Uncertainty-Aware Mapping from 3D Keypoints to Anatomical Landmarks for Markerless Biomechanics
Summary: arXiv:2603.26844v1 Announce Type: cross
Abstract
In recent years, the field of markerless biomechanics has gained significant attention, particularly in its reliance on 3D skeletal keypoints extracted from video data. However, many current biomechanical mappings treat these estimates as deterministic, lacking a principled mechanism for frame-wise quality control. This paper explores the potential of utilizing predictive uncertainty as a quantitative measure of confidence for mapping 3D pose keypoints to 3D anatomical landmarks, a crucial step that precedes inverse kinematics and musculoskeletal analysis.
Introduction
The advent of markerless motion capture technologies has revolutionized biomechanics, allowing for more flexible and efficient data collection. Yet, the inherent uncertainty in the extraction of skeletal keypoints poses challenges in ensuring the accuracy of subsequent analyses. This research aims to address these challenges by modeling both observation noise and model limitations within a temporal learning framework.
Methodology
Using synchronized motion capture ground truth data from the AMASS dataset, the study evaluates uncertainty at both frame and joint levels. The evaluation is conducted through several quantitative measures, including:
- Error–uncertainty rank correlation
- Risk–coverage analysis
- Catastrophic outlier detection
Results
The findings demonstrate that uncertainty estimates, especially those associated with model uncertainty, show a strong monotonic relationship with landmark error. Specifically, the Spearman correlation coefficient (ρ) is approximately 0.63, indicating a significant association. This relationship enables the selective retention of reliable frames, effectively reducing error to approximately 16.8 mm at 10% coverage.
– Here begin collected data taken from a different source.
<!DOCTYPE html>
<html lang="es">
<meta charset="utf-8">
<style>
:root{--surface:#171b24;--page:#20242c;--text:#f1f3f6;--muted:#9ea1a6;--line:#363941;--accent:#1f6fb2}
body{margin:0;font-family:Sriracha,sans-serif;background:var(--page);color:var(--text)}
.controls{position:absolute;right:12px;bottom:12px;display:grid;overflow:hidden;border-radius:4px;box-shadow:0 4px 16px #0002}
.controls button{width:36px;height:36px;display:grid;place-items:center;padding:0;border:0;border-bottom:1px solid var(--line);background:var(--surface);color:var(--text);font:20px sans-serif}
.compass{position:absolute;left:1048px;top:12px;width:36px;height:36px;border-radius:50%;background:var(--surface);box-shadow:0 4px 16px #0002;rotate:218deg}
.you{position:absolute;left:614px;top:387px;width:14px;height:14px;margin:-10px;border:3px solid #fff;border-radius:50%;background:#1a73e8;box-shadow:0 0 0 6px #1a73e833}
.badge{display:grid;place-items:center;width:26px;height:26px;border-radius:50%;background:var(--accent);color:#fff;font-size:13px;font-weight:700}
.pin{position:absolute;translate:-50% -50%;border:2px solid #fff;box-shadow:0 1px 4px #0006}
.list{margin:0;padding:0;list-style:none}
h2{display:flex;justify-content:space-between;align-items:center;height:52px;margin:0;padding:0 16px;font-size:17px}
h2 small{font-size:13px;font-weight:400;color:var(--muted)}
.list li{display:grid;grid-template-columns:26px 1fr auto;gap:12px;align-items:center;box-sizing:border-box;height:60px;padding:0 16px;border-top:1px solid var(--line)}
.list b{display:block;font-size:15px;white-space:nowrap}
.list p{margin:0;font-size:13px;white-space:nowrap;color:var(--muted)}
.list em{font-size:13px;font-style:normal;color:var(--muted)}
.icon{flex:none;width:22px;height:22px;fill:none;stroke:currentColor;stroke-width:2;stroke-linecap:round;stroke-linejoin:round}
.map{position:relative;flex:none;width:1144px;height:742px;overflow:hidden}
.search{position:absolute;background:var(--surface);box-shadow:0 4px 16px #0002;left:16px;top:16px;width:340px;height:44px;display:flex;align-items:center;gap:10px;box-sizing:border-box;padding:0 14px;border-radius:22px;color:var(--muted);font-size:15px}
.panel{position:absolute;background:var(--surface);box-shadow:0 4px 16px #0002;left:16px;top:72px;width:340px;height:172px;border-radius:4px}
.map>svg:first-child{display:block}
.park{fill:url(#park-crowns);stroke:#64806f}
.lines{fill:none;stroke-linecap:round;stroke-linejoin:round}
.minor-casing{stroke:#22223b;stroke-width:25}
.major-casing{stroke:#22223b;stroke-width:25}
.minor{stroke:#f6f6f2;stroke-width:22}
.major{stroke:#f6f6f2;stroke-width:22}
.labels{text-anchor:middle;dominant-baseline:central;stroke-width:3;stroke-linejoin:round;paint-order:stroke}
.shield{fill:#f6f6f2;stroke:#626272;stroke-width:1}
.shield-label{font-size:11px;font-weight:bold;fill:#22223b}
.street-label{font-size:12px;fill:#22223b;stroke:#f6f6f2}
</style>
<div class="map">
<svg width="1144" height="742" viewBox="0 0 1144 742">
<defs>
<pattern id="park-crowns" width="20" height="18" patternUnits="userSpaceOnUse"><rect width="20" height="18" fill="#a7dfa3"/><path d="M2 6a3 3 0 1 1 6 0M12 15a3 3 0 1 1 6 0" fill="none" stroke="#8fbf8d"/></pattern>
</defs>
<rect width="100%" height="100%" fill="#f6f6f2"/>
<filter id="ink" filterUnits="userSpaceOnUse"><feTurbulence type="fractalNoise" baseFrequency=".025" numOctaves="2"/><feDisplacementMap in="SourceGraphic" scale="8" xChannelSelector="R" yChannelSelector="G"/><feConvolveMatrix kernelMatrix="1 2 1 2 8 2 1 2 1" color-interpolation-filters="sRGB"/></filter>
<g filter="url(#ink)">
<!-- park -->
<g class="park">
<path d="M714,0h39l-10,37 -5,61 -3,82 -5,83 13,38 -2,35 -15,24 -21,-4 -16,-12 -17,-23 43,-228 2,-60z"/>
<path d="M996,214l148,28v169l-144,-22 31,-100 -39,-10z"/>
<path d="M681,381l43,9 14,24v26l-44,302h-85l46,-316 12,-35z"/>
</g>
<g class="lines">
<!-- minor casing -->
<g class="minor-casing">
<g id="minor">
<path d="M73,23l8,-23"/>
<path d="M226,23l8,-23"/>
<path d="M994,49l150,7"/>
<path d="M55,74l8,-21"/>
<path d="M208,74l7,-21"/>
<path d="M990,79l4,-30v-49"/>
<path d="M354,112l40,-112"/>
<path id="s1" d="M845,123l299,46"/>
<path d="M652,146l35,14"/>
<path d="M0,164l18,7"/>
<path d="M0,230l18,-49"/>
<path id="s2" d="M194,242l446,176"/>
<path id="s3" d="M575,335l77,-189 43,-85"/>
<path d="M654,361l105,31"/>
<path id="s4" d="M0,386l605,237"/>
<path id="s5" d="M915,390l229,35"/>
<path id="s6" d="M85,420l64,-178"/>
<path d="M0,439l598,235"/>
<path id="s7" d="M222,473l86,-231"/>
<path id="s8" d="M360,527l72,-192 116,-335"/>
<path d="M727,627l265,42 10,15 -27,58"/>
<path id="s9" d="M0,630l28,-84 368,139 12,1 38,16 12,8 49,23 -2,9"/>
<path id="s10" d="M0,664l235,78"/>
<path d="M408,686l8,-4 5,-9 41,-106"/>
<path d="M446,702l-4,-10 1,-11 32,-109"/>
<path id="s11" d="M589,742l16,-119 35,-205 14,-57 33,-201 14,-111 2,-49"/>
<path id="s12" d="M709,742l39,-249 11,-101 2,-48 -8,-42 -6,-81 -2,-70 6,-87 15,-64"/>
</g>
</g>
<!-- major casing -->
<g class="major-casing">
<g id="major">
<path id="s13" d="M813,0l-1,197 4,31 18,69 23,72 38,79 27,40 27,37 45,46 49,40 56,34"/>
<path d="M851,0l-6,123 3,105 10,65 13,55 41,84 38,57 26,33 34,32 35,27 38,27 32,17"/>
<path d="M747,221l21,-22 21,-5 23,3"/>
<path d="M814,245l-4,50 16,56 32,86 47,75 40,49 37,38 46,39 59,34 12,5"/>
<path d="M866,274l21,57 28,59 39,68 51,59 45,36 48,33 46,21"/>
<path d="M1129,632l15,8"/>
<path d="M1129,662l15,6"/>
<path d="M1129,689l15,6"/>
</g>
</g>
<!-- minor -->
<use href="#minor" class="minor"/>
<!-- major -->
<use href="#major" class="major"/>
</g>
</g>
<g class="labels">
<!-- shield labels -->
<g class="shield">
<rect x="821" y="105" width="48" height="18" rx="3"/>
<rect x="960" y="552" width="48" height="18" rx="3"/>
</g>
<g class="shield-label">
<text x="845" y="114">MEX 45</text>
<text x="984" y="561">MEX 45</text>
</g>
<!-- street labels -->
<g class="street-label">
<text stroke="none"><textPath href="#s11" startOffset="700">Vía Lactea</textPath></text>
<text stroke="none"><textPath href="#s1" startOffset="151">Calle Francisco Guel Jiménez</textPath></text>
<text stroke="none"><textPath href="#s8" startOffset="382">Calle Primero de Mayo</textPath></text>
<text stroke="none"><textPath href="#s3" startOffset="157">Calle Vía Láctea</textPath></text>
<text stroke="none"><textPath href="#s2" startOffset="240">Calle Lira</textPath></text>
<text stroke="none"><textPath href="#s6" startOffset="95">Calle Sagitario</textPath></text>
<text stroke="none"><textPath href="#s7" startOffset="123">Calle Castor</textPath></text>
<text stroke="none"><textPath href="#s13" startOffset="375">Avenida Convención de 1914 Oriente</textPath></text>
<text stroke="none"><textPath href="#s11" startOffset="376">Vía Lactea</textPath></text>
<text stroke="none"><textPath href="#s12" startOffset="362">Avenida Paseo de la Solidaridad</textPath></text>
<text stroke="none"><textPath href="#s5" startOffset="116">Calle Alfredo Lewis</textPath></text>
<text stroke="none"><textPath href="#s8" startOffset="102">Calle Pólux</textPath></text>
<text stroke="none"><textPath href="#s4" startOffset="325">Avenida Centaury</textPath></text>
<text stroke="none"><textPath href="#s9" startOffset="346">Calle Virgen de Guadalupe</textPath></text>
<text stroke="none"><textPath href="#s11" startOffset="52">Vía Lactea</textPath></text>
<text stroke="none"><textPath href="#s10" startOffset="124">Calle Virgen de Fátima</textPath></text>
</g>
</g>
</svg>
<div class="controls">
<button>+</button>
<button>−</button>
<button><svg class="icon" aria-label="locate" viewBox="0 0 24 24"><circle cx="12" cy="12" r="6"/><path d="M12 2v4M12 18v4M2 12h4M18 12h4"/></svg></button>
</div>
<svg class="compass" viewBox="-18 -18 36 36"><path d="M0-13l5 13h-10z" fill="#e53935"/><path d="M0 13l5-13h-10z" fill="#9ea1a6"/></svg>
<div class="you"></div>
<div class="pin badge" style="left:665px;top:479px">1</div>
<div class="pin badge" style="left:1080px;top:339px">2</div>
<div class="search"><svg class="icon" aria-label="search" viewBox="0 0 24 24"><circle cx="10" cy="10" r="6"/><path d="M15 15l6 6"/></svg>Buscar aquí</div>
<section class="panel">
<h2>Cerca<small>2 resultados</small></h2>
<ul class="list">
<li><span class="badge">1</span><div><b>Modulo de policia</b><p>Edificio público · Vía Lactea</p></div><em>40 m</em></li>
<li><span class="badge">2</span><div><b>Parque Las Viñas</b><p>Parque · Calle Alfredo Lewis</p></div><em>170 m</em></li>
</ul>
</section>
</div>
Furthermore, the method allows for accurate detection of severe failures, with a receiver operating characteristic area under the curve (ROC-AUC) of approximately 0.92 for errors greater than 50 mm.
Discussion
Reliability ranking remains stable even under controlled input degradation scenarios, such as the introduction of Gaussian noise and simulated missing joints. In contrast, the uncertainty arising from observation noise offers limited additional benefits, suggesting that the predominant failures in keypoint-to-landmark mapping are primarily influenced by model uncertainty. These insights highlight the importance of predictive uncertainty as a practical, frame-wise tool for automatic quality control in markerless biomechanical pipelines.
Conclusion
This work establishes a novel approach to incorporate predictive uncertainty into markerless biomechanics, providing a robust framework for improving the reliability of biomechanical analyses. By focusing on model uncertainty, researchers and practitioners can enhance the quality control of 3D keypoint mappings, ultimately leading to more accurate biomechanical assessments and insights.